Un helicóptero localizó con vida entre unos matorrales a la anciana de Catabois desaparecida el sábado gracias al paraguas que había desplegado para protegerse
10 dic 2008 . Actualizado a las 02:00 h.Y al tercer día, se obró el milagro. Cuando ya se habían perdido las esperanzas de hallarla con vida, María del Carmen Pardo Sánchez, de 79 años y vecina de Catabois, apareció ayer casi sana -semiinconsciente e hipotérmica- pero, en cualquier caso, sana y salva entre unas zarzas en la zona de Seixo Blanco. Nadie se esperaba un desenlace así cuando a primera hora de la mañana se retomaban las patrullas a pie, compuestas por vecinos y miembros de los cuerpos de seguridad, para intentar dar con la anciana, que padece párkinson y presenta problemas de movilidad. Su marido, Gerardo Paredes, que ya se veía viudo, explicaba por enésima vez las circunstancias de la desaparición. Y hablaba del eventual hallazgo: «Morta ten que ser, pero polo menos darlle unha sepultura e saber onde a temos. Outra cousa xa non conto», murmuraba apenado.
No se esperaba la sorpresa que le aguardaba apenas una hora después de decir esas palabras. El operativo se reunía al mediodía para coordinar la búsqueda de la tarde. Allí se anunciaba que un helicóptero de la policía nacional se uniría al despliegue. Pocos minutos después comenzaba a oírse el rotor y en menos de un cuarto de hora se daba la buena noticia. La anciana yacía tendida a unos dos kilómetros. Su paraguas abierto, supuestamente desplegado para resguardarse, facilitó su localización desde el aire en una zona de matorrales anexa a una finca y un muro, un área de difícil acceso que los operativos de búsqueda habían descartado inicialmente por considerar que no podría haber llegado hasta allí. Pero sí lo hizo. Y cuando fue encontrada tenía con ella una bolsa con hojas de árboles para el trabajo escolar de su nieta, motivo de su salida de casa, ataviada con bata y botas de goma, y de su desaparición.
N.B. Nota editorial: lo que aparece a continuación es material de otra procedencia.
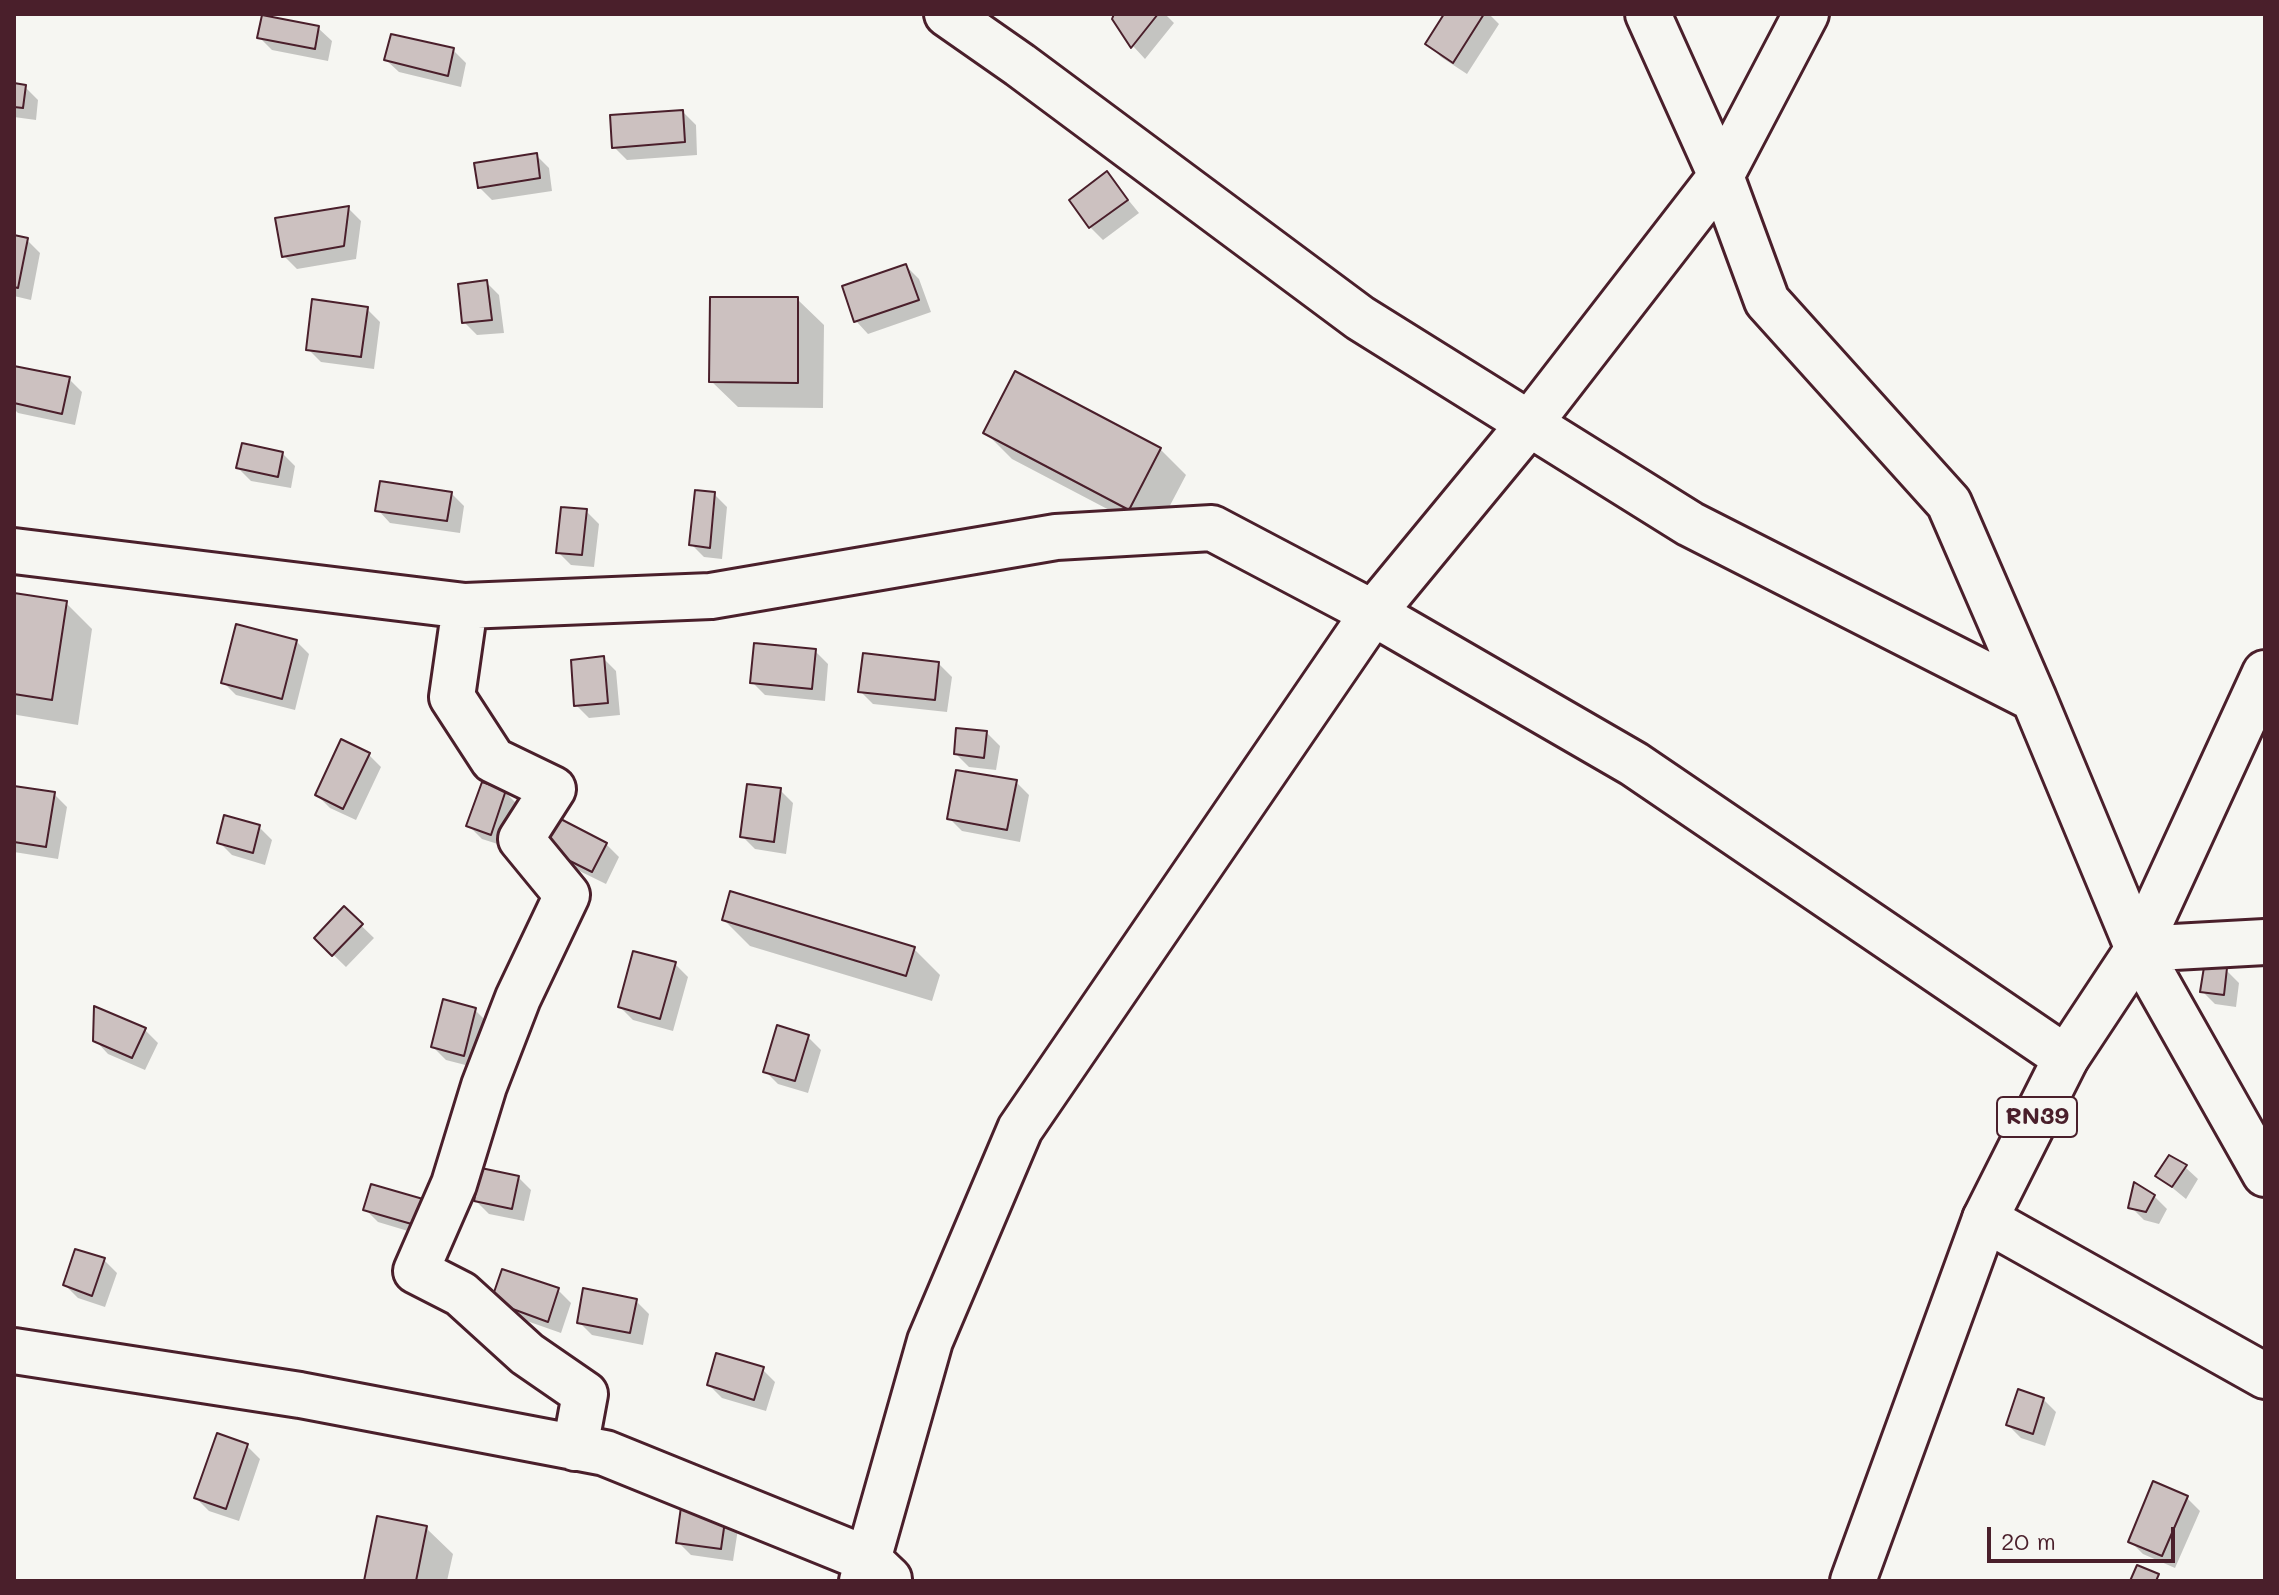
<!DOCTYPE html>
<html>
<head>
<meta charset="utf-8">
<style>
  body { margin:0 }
  #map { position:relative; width:2279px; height:1595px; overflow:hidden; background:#f6f6f2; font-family:Mali,sans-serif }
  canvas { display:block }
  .frame { position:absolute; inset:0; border:16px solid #4a1f2b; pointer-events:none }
  .scale { position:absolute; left:1987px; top:1527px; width:188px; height:36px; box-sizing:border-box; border:4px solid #4a1f2b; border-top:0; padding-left:10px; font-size:24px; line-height:28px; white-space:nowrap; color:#4a1f2b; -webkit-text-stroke:6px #f6f6f2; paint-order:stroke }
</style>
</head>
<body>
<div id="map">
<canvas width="2279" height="1595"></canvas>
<div class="frame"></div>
<div class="scale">20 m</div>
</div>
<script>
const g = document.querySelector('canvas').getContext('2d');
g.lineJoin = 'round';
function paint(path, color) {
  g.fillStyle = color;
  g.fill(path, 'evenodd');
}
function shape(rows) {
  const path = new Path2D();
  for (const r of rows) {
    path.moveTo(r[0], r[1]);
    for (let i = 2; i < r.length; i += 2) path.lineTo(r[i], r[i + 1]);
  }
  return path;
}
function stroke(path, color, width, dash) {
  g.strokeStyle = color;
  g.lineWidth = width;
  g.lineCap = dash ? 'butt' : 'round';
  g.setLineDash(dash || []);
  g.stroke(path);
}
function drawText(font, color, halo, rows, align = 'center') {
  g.font = font + ' Mali,sans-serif';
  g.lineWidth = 6;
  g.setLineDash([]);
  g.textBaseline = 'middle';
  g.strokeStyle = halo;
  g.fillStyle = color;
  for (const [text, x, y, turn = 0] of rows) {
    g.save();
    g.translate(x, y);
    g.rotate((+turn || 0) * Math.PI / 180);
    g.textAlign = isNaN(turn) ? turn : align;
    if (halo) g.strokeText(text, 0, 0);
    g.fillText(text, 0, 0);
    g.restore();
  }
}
const shadow = shape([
  [1117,14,1165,14,1174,23,1145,59,1133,46,1114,19],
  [1447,14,1489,14,1499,24,1467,74,1441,57,1428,44],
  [318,28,332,41,328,61,272,50,259,37],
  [453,50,466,63,461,87,399,72,386,60],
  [14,85,25,87,38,100,36,120,14,117],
  [683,112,696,125,697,155,627,160,614,147],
  [536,155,549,168,552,191,492,200,479,187],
  [1107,174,1139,213,1103,240,1090,227],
  [348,208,361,221,356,259,297,269,284,256],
  [14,237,27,240,40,253,31,300,14,296],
  [906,266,919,279,931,312,868,334,856,321],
  [486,282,499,295,504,333,477,335,464,322],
  [797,299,824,325,823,408,738,407,711,381],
  [367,309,380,322,374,369,321,362,308,349],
  [14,368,69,379,82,392,75,425,18,413,14,409],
  [986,433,1160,449,1186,475,1155,534,1012,459],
  [282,453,295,466,291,488,251,481,238,468],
  [451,493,464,506,460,533,390,523,378,510],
  [714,494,727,507,722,559,704,557,691,544],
  [586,511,599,524,594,567,571,565,558,552],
  [14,595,66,603,92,629,78,725,17,715,14,713],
  [296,641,309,654,295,710,236,695,223,682],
  [815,651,828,664,825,701,765,695,752,682],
  [603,658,616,671,620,715,589,718,576,705],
  [939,664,952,677,947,712,873,704,860,691],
  [987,733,1000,746,996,770,969,767,956,754],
  [368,754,381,767,356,820,330,808,317,795],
  [1016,782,1029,795,1020,842,962,831,949,818],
  [483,784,505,792,518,805,504,846,482,839,469,826],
  [14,788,54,794,67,807,58,859,14,852],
  [780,790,793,803,786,854,755,849,742,836],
  [259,827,272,840,265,865,232,855,219,842],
  [606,844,619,857,606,884,553,858],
  [344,909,374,938,346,967,316,938],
  [724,920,914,949,940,975,932,1001,750,946],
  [675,964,688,977,673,1031,633,1020,620,1007],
  [2226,970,2239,983,2236,1007,2215,1004,2202,991],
  [475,1010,488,1023,477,1068,446,1060,433,1047],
  [145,1030,158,1043,145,1070,108,1054,95,1040],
  [808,1037,821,1050,808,1093,778,1084,765,1071],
  [2185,1167,2198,1179,2186,1199,2158,1176],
  [518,1177,531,1190,524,1221,489,1214,476,1201],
  [2154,1196,2167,1209,2159,1224,2144,1220,2131,1207],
  [422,1201,435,1214,428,1237,378,1222,365,1209],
  [104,1260,117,1273,105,1307,78,1298,65,1285],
  [558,1290,571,1303,561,1333,507,1314,494,1301],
  [636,1301,649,1314,643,1345,592,1335,579,1322],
  [762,1369,775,1382,766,1411,722,1398,709,1385],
  [2043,1399,2056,1412,2045,1446,2021,1438,2008,1425],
  [247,1446,260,1459,239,1521,209,1511,196,1498],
  [2187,1498,2200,1511,2175,1568,2143,1554,2130,1541],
  [725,1516,738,1529,733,1561,691,1555,678,1542],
  [426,1528,453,1554,447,1581,366,1581]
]);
const building = shape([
  [1114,14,1158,14,1131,48,1112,19,1114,14],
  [1444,14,1484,14,1453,63,1425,44,1444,14],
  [262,15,319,26,315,49,257,38,262,15],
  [391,34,454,48,448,76,384,60,391,34],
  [14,83,26,85,23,108,14,107,14,83],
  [683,110,685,142,612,148,610,115,683,110],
  [537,153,540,178,478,188,474,163,537,153],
  [1107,171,1128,200,1089,228,1069,200,1107,171],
  [349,206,344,246,282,257,275,218,349,206],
  [14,235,28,238,18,288,14,287,14,235],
  [906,264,919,300,854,322,842,286,906,264],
  [487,280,492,320,462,323,458,284,487,280],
  [710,297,798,297,798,383,709,382,710,297],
  [312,299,368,307,361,357,306,350,312,299],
  [14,366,70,377,62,414,14,403,14,366],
  [1015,371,1161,448,1129,510,983,433,1015,371],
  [242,443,283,452,278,477,236,468,242,443],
  [380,481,452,492,447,521,375,511,380,481],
  [695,490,715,492,710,548,689,545,695,490],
  [561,507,587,509,582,555,556,553,561,507],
  [14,593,67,601,52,700,14,694,14,593],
  [236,624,297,640,282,699,221,683,236,624],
  [754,643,816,649,812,689,750,683,754,643],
  [863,653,939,662,935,700,858,692,863,653],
  [604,656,608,703,574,706,571,660,604,656],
  [956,728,987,731,984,758,954,754,956,728],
  [341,739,370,753,343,809,315,795,341,739],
  [956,770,1017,780,1007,830,947,819,956,770],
  [482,782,506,790,491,835,466,826,482,782],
  [747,784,781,788,774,842,740,837,747,784],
  [14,786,55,792,46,847,14,842,14,786],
  [224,815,260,825,253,853,217,843,224,815],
  [553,815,607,843,592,872,538,845,553,815],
  [730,891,915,947,906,976,722,920,730,891],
  [344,906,363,924,332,956,314,938,344,906],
  [633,951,676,962,660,1019,618,1007,633,951],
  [2204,967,2227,968,2224,995,2200,992,2204,967],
  [443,999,476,1008,464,1056,431,1047,443,999],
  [94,1006,146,1028,132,1058,93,1041,94,1006],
  [777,1025,809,1035,795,1081,763,1072,777,1025],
  [2169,1155,2187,1165,2172,1187,2155,1176,2169,1155],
  [481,1168,519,1176,512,1209,474,1201,481,1168],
  [2134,1182,2155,1195,2146,1212,2128,1208,2134,1182],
  [371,1184,423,1199,415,1225,363,1210,371,1184],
  [75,1249,105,1258,92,1296,63,1285,75,1249],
  [502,1269,559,1288,548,1322,491,1301,502,1269],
  [583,1288,637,1299,630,1333,577,1323,583,1288],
  [716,1353,764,1367,754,1400,707,1385,716,1353],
  [2018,1389,2044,1398,2033,1434,2006,1425,2018,1389],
  [217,1433,248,1444,226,1509,194,1498,217,1433],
  [2153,1481,2188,1496,2162,1556,2128,1542,2153,1481],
  [681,1507,726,1514,721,1549,676,1543,681,1507],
  [377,1516,427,1526,416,1581,364,1581,377,1516],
  [2137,1565,2159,1574,2156,1581,2130,1581,2137,1565]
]);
const street = shape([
  [947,14,1020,65,1360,318,1690,524,2034,699,2138,949,2265,1174],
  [1648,14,1721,176,1767,301,1949,503,2034,699],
  [14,551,465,606,711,596,1056,537,1212,528,1373,613,1634,764,2066,1058],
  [465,606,452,697,493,760,553,789,521,839,567,895,518,998,484,1086,454,1184,416,1271,461,1294,527,1354,585,1394,575,1448],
  [2138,949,2265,942],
  [1985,1219,2265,1376],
  [14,1351,300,1395,605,1453,869,1560,889,1579],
  [862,1581,930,1341,1020,1129,1373,613,1529,424,1721,176,1806,14]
]);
const highway = shape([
  [1853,1581,1985,1219,2066,1058,2138,949,2265,673]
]);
const shields = [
  [2037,1117,80]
];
const shieldNames = [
  ["RN39",2037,1117]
];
paint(shadow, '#0003');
paint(building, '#ccc1c0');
stroke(building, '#4a1f2b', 2);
stroke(street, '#4a1f2b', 50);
stroke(highway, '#4a1f2b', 50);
stroke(street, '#f6f6f2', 44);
stroke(highway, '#f6f6f2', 44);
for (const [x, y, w] of shields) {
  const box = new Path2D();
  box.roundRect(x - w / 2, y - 20, w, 40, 6);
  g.fillStyle = '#f6f6f2';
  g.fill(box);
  stroke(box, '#4a1f2b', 2);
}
drawText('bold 24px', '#4a1f2b', null, shieldNames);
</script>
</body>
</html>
A última hora de ayer, María del Carmen Pardo se encontraba ingresada en la uci del Arquitecto Marcide, recuperándose de 68 horas perdida y tres noches al aire libre con temperaturas por debajo de los diez grados, lluvia y viento. En el hospital se le subió la temperatura y se le practicaron pruebas, aunque la evolución era favorable, según informó su yerno, Antonio García. «Cuando la encontraron estaba muy fría, no me hablaba», explicó la hija, María del Carmen Paredes, que se manifestaba «eufórica». «No contaba con ella, estoy con una felicidad que no te puedes ni imaginar», contaba despertando de una pesadilla de tres días en la que nadie de su familia consiguió pegar ojo.